[Information provided Boundary: Start]
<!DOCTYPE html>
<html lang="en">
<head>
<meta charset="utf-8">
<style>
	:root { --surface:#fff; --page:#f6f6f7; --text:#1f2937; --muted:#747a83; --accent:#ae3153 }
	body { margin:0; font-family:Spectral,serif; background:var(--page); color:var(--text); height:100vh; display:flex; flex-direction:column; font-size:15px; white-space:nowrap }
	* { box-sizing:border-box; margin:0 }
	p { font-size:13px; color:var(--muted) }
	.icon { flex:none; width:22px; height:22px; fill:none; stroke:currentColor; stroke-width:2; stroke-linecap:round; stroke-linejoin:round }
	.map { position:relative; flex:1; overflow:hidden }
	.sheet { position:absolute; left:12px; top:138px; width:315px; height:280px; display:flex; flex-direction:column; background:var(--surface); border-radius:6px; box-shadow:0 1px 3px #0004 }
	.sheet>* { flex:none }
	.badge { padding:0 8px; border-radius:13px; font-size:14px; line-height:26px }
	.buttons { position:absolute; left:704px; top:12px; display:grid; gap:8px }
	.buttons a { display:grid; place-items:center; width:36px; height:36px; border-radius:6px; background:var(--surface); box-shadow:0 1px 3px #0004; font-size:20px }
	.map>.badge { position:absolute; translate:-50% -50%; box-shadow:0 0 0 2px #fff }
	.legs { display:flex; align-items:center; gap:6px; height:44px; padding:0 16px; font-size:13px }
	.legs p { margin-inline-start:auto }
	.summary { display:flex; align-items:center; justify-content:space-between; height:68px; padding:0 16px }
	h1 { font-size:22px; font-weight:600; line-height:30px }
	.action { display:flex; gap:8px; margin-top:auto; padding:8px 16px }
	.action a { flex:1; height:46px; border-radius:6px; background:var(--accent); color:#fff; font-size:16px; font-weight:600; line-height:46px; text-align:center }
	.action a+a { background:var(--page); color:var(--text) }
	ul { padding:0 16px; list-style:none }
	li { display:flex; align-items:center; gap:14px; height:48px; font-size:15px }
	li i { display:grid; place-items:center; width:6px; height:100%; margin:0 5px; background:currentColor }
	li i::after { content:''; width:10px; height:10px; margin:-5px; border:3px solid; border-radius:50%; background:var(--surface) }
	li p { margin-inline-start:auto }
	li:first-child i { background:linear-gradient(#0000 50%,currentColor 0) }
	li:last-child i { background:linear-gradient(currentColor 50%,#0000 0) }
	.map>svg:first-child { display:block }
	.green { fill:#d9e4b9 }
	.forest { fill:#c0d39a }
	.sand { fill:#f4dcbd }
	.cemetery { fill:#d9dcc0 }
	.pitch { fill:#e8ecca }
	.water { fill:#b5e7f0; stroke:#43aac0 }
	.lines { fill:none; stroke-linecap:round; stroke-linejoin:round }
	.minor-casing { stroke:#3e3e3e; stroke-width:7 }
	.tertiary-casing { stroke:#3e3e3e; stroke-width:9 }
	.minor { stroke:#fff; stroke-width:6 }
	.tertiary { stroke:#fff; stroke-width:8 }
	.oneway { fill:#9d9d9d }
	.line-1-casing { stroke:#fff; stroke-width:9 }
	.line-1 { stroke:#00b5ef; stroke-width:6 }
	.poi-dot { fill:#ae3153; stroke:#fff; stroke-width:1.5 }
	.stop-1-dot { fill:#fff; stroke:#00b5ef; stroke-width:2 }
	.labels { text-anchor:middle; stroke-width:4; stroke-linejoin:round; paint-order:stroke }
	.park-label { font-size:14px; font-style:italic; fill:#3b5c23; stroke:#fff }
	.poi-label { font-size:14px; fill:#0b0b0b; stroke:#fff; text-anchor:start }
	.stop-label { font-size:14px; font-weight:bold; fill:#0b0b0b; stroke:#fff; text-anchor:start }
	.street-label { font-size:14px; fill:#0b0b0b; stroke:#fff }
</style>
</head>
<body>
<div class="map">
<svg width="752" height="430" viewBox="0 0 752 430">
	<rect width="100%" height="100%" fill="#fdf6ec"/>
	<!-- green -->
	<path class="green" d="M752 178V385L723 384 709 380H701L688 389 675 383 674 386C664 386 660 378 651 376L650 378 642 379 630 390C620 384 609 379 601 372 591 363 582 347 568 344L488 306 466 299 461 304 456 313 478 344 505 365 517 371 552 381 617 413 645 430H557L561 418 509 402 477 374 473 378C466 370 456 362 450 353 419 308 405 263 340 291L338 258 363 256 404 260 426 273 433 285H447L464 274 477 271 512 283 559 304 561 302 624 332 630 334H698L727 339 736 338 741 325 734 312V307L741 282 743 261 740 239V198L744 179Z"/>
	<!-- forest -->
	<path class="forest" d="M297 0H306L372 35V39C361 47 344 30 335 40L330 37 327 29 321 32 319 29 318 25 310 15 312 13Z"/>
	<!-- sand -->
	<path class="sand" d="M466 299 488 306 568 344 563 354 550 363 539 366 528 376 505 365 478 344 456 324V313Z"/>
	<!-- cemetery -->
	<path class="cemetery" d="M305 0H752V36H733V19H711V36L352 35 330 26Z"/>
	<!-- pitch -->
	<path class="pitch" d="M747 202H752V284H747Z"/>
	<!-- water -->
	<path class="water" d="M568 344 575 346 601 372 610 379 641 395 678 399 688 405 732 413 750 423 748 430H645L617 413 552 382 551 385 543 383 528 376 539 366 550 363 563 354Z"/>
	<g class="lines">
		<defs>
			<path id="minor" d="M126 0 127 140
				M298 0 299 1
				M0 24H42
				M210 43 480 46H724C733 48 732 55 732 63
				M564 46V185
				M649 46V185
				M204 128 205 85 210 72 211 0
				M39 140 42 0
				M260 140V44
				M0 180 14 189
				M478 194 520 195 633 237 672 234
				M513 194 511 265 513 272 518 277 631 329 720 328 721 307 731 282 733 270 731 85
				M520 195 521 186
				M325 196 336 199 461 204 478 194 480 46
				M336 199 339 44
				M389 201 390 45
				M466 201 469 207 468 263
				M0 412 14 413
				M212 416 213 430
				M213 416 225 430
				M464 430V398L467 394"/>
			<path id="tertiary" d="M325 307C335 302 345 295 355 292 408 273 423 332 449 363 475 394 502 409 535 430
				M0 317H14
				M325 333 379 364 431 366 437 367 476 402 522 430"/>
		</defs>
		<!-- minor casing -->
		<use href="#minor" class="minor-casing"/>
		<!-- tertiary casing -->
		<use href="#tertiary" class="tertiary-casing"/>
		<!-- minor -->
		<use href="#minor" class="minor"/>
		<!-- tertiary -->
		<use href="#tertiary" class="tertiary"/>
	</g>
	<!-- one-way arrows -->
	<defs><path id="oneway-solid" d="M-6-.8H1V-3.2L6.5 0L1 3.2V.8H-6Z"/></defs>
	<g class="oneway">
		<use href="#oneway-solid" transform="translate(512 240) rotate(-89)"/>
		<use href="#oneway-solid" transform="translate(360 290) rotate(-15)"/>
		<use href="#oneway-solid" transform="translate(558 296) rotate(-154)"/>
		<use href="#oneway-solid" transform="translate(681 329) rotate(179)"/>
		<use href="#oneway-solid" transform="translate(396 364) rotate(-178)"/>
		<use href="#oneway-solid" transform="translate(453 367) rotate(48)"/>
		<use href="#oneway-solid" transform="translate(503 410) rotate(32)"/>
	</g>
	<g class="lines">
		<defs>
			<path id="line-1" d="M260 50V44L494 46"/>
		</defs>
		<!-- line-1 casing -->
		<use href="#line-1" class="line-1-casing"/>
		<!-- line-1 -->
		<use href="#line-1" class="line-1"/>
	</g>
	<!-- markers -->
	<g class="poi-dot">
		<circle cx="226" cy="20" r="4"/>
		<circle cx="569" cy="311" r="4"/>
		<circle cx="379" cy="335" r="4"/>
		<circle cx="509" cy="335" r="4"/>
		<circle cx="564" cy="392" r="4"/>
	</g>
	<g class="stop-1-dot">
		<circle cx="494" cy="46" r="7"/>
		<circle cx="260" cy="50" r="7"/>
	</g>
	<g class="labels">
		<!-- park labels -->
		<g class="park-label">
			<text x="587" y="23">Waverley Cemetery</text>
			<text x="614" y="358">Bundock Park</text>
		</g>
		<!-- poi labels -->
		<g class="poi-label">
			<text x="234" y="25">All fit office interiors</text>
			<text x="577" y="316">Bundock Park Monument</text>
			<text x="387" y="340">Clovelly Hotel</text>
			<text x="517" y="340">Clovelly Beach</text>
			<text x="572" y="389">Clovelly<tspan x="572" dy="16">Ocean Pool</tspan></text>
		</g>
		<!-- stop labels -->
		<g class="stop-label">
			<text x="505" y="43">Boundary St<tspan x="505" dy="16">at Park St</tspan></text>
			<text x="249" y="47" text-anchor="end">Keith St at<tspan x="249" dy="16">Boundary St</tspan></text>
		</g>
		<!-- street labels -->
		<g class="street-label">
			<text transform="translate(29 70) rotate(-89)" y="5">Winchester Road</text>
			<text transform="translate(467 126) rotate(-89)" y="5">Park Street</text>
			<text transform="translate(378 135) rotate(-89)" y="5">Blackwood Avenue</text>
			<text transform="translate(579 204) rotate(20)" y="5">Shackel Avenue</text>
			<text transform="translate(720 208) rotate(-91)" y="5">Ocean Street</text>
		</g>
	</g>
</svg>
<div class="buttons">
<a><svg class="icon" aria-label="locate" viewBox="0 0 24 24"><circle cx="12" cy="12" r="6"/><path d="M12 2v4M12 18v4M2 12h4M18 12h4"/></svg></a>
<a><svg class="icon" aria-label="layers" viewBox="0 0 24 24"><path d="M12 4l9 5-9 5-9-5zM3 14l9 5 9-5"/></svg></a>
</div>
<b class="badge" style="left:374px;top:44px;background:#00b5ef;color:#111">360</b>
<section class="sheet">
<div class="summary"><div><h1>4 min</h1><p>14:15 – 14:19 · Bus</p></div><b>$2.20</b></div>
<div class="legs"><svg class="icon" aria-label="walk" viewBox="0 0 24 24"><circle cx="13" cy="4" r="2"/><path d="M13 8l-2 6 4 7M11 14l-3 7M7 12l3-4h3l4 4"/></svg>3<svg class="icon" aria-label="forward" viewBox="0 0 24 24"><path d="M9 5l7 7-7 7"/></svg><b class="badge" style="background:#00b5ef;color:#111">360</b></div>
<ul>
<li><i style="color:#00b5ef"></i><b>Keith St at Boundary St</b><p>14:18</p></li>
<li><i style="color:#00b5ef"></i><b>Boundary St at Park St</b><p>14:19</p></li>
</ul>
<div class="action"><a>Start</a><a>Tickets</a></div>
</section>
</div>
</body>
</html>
[Information provided Boundary: End]
[Information provided Boundary: Start]
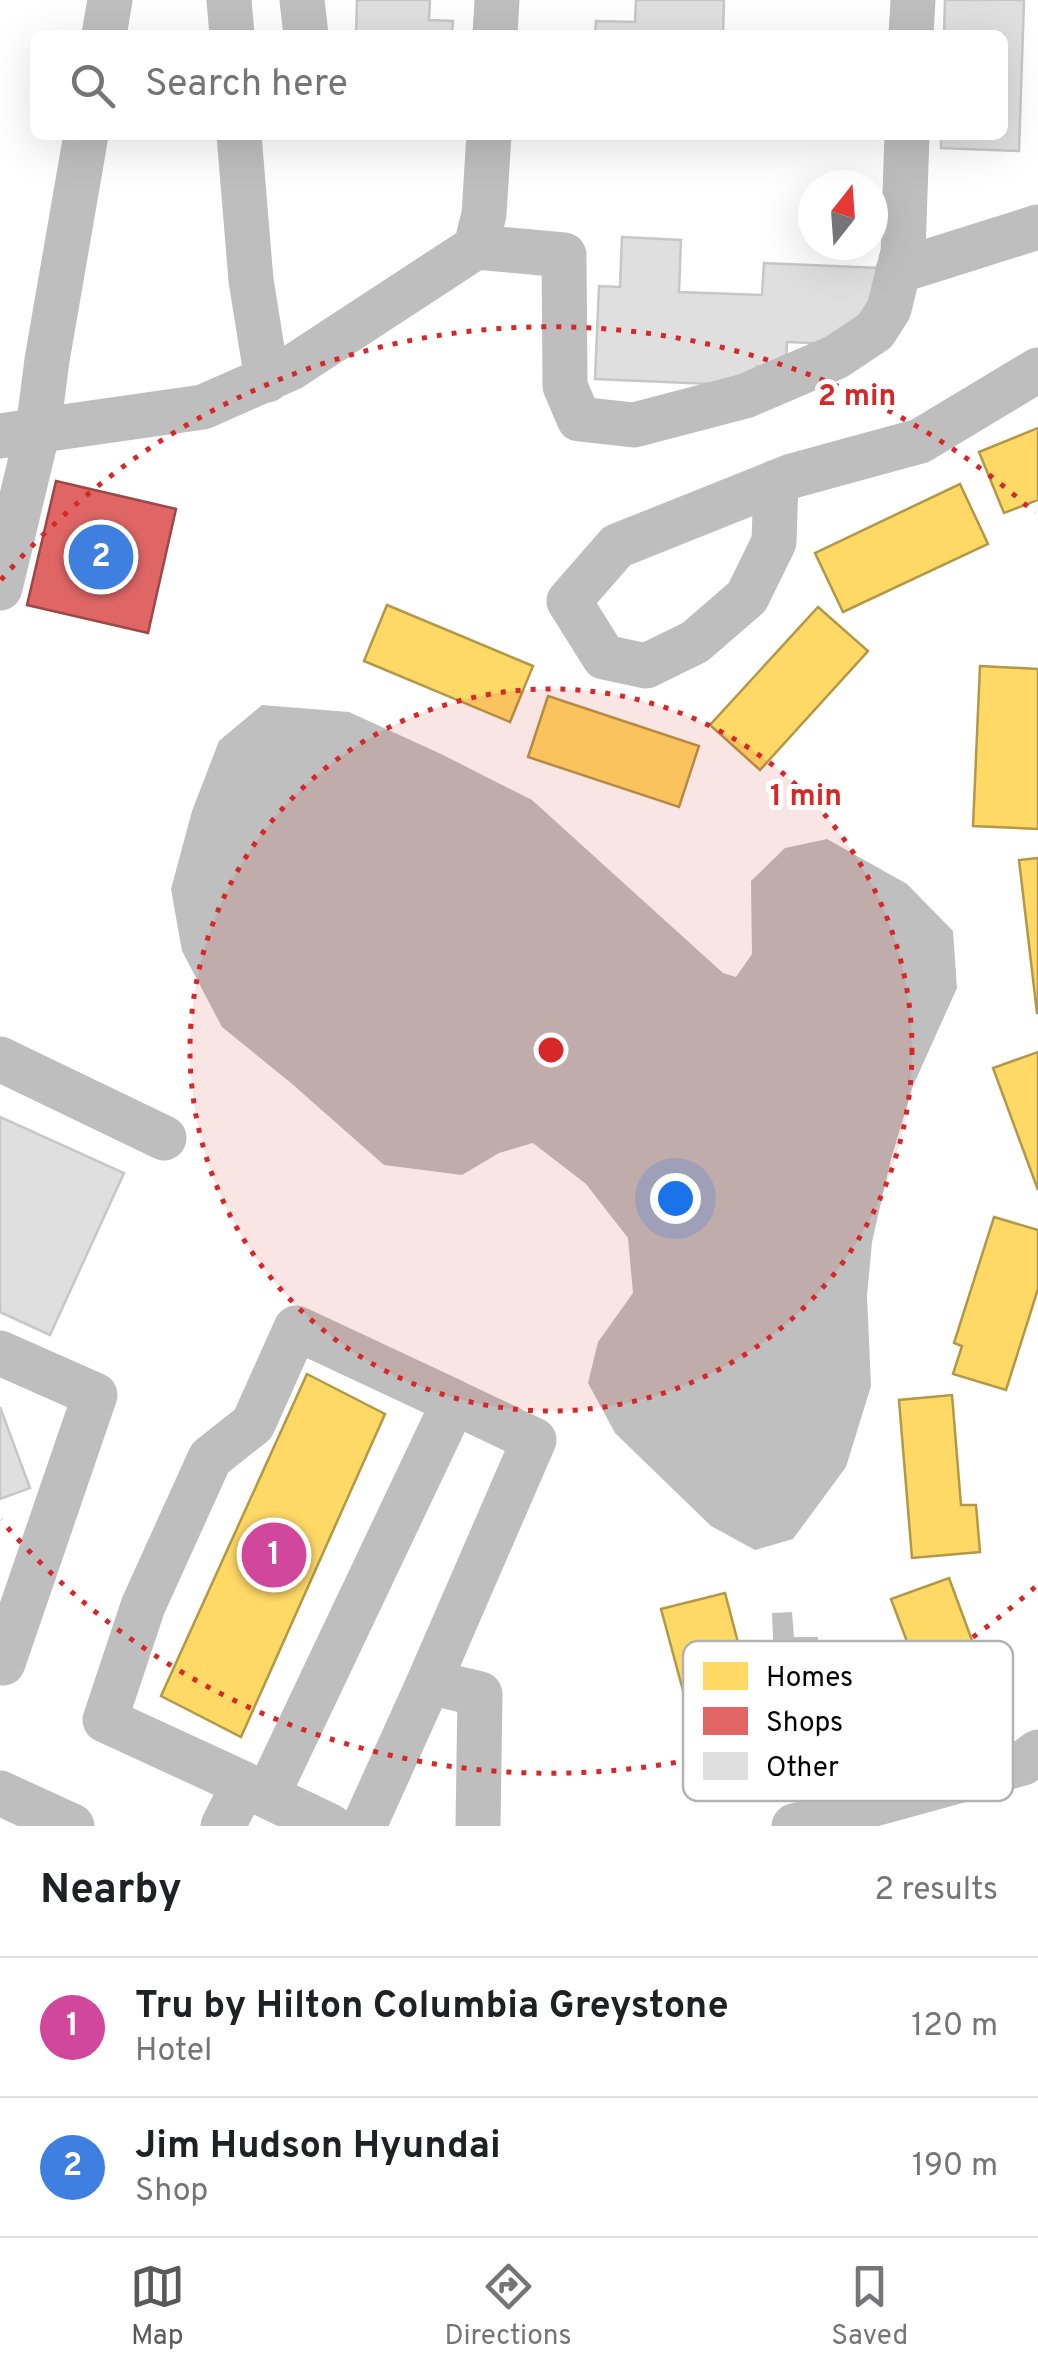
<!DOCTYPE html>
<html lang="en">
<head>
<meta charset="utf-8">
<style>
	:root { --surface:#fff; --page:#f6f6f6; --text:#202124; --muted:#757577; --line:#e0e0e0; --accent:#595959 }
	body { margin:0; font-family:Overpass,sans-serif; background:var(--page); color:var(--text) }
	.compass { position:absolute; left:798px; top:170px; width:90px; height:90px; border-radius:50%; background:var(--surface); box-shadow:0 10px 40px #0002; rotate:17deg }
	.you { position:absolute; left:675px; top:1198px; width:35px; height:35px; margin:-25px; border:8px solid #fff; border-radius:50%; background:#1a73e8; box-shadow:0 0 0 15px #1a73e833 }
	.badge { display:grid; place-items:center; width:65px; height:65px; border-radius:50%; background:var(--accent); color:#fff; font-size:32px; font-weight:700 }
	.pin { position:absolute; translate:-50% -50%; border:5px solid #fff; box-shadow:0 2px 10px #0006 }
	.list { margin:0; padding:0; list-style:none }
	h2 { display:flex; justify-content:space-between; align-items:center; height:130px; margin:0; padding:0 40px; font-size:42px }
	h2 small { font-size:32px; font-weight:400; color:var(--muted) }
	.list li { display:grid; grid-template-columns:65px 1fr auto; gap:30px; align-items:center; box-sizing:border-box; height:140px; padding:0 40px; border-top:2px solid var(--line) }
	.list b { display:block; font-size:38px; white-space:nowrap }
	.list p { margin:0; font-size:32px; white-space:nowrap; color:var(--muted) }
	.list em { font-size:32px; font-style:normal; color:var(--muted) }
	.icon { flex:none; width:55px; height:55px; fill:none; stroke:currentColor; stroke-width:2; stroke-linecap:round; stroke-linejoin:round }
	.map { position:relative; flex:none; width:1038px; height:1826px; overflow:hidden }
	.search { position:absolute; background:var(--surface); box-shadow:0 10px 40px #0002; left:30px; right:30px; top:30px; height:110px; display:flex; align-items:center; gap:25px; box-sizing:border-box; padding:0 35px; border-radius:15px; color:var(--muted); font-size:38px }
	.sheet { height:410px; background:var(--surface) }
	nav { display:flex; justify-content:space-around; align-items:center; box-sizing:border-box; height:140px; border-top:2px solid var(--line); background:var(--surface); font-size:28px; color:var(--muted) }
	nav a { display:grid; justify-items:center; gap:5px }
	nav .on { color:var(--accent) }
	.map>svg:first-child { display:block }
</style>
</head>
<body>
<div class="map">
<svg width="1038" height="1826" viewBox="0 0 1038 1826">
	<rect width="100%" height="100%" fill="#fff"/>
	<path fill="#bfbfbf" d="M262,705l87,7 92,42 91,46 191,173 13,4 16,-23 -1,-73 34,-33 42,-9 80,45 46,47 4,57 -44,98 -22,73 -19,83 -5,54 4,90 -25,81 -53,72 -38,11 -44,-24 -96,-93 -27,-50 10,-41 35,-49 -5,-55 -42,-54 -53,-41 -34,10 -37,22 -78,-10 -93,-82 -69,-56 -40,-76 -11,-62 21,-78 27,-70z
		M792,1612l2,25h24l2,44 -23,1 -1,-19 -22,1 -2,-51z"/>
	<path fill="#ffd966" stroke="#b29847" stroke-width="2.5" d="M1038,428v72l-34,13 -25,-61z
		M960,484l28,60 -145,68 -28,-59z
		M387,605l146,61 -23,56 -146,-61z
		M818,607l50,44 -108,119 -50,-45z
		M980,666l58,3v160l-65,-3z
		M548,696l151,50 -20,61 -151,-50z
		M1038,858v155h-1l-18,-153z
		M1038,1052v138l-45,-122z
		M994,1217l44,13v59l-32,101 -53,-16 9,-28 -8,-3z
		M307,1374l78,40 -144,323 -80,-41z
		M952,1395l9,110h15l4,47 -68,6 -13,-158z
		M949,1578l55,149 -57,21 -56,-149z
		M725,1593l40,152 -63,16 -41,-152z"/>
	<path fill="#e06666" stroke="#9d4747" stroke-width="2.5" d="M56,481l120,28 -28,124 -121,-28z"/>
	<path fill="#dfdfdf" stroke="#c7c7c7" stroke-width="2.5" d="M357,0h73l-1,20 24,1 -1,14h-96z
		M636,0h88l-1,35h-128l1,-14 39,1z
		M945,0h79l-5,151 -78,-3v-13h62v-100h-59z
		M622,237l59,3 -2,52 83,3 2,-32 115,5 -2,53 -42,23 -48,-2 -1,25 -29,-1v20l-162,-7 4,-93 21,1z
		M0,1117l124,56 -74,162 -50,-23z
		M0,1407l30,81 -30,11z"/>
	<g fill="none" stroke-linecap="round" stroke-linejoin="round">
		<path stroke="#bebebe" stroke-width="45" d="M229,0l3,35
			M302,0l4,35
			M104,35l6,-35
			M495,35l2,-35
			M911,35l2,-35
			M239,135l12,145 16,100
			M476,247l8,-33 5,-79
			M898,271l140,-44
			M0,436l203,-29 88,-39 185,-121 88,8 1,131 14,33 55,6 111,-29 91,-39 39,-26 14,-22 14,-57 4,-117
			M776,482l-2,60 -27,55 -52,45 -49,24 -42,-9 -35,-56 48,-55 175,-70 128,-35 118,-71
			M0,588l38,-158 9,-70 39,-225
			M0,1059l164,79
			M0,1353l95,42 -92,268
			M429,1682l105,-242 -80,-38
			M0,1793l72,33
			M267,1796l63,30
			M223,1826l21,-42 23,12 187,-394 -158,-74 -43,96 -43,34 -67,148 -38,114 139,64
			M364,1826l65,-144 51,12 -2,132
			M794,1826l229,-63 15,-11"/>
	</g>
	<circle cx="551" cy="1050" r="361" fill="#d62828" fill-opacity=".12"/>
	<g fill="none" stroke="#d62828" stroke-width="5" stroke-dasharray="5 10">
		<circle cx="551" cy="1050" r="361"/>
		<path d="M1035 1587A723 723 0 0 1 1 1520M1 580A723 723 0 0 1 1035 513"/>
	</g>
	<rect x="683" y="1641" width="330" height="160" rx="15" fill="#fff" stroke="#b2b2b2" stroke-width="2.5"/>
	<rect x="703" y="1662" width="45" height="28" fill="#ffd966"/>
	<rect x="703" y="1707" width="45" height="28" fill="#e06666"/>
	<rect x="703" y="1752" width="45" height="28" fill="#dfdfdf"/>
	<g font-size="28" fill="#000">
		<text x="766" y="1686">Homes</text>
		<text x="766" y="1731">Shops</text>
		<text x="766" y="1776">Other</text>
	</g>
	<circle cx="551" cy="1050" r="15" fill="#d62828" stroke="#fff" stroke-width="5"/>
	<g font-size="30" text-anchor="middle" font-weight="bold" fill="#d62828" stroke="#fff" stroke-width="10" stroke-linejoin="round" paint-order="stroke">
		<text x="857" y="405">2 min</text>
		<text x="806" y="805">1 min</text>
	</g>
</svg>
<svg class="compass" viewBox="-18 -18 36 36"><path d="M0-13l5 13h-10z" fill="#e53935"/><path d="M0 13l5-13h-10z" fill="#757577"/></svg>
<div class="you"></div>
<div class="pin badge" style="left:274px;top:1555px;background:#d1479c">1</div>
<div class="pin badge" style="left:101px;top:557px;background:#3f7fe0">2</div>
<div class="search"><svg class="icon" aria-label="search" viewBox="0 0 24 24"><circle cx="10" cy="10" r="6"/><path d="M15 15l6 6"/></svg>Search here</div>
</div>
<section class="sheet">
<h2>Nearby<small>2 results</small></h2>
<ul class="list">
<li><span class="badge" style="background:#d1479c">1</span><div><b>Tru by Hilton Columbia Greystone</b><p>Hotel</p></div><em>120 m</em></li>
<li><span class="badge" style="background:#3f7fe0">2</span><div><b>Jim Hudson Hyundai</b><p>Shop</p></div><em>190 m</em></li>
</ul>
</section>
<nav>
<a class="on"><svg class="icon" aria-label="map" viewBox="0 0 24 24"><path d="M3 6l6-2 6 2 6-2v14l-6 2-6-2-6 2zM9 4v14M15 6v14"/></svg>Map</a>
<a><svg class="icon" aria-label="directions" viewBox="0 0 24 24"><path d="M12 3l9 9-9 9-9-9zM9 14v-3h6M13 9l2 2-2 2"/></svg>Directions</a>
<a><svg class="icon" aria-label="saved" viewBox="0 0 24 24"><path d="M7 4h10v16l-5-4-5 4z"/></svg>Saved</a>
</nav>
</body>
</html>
[Information provided Boundary: End]
(Problem):
All lines of the listing that contain the word "serif" should be copied out.

(Solution for this exercise):
	body { margin:0; font-family:Spectral,serif; background:var(--page); color:var(--text); height:100vh; display:flex; flex-direction:column; font-size:15px; white-space:nowrap }
	body { margin:0; font-family:Overpass,sans-serif; background:var(--page); color:var(--text) }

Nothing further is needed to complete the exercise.